The most celebrated and reviled ship in the Confederate Navy, the Alabama had, in just two years, captured 64 American merchant ships worth $5.1 million. Showing the wear of such hard duty, the vessel sailed into Cherbourg for repairs in June 1864. But Capt. Raphael Semmes met with a technicality: All berths were reserved for the French Navy; any waiver would have to come directly from Emperor Napoleon III, who was—Quelle dommage!—on vacation in Biarritz. Semmes applied, but before the emperor could return to Paris, the USS Kearsarge appeared on June 19. The Union ship had been draped in anchor chain, turning it into a homemade ironclad. Painted black, the chain disappeared against the hull.

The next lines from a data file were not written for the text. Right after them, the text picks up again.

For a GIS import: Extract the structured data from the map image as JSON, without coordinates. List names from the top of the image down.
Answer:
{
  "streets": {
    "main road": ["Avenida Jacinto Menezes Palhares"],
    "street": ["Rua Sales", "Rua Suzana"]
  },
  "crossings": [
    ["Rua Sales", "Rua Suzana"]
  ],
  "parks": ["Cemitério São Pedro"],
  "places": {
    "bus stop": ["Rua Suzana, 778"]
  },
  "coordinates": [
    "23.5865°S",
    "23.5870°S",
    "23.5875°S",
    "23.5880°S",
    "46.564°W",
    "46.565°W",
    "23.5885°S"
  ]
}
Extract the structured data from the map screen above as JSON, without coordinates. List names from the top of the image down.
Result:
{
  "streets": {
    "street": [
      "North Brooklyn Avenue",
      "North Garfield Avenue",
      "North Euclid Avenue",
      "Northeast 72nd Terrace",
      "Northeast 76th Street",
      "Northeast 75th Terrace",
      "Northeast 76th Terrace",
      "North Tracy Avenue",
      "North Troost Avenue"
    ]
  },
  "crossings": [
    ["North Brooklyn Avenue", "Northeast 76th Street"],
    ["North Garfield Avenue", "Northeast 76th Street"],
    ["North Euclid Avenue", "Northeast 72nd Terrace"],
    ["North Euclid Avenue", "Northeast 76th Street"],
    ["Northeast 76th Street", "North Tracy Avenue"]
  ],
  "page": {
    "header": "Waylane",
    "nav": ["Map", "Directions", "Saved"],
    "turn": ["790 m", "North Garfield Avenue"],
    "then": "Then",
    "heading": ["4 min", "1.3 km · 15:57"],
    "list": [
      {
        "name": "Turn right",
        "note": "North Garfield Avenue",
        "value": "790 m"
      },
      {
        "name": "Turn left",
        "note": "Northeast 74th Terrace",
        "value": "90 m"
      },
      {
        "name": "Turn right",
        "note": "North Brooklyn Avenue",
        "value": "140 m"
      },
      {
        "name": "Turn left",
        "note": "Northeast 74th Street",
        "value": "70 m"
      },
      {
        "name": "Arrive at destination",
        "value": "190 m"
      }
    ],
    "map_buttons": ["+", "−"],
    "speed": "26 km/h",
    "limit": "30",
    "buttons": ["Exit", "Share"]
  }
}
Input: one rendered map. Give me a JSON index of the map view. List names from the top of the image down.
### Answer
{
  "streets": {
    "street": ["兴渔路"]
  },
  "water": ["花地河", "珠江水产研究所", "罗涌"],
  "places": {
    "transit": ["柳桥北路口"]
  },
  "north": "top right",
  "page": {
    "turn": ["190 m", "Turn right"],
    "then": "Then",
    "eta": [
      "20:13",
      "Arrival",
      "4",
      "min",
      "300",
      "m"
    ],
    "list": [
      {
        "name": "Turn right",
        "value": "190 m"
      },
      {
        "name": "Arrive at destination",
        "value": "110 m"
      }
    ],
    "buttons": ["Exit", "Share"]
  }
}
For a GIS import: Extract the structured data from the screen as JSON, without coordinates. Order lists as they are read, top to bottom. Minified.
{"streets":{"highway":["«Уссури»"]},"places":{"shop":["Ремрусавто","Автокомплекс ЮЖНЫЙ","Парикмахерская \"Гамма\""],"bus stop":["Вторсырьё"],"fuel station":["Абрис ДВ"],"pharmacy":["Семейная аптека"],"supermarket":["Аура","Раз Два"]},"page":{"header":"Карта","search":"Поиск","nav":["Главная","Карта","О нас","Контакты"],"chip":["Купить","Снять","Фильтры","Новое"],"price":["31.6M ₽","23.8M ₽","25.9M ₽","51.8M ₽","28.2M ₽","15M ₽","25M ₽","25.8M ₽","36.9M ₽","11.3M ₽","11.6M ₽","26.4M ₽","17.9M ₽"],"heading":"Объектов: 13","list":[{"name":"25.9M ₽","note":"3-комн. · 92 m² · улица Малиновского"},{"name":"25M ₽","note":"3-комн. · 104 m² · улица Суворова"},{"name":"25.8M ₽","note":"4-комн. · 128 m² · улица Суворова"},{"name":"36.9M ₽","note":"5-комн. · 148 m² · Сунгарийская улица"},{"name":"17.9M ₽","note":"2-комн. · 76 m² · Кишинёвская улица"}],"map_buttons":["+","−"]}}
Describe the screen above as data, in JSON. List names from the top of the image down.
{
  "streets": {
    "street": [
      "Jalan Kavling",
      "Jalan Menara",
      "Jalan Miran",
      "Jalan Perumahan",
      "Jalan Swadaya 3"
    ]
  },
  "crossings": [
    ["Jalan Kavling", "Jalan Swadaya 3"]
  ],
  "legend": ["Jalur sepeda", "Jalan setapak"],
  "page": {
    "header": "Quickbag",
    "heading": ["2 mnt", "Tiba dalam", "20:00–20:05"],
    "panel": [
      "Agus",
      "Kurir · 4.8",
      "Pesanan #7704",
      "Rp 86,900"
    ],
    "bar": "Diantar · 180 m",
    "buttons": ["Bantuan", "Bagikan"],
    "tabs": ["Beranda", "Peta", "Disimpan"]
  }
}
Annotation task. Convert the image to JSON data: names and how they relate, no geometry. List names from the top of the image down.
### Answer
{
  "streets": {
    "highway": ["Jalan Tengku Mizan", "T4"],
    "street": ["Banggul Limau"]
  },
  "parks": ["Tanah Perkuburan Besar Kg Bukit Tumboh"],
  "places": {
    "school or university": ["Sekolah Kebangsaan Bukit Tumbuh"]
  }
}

Semmes gave battle right then, before Kearsarge Capt. John Winslow could summon reinforcements.After 9 that morning, the Alabama left the harbor, trailed by civilian boats and an English yacht eager to catch the spectacle. Semmes opened fire around 11 a.m., and the ships exchanged fire without effect for about 15 minutes—until a shot from the Kearsarge disabled the Alabama’s rudder. Winslow poured on the fire, and Semmes raised the white flag. As his ship sank, the Kearsarge captured almost half his crew of 145, but Semmes and several others escaped aboard a British ship. Two Confederates (of 21 who died as a result of the battle) are buried, along with the lone Union fatality, in the Cherbourg Old Communal Cemetery.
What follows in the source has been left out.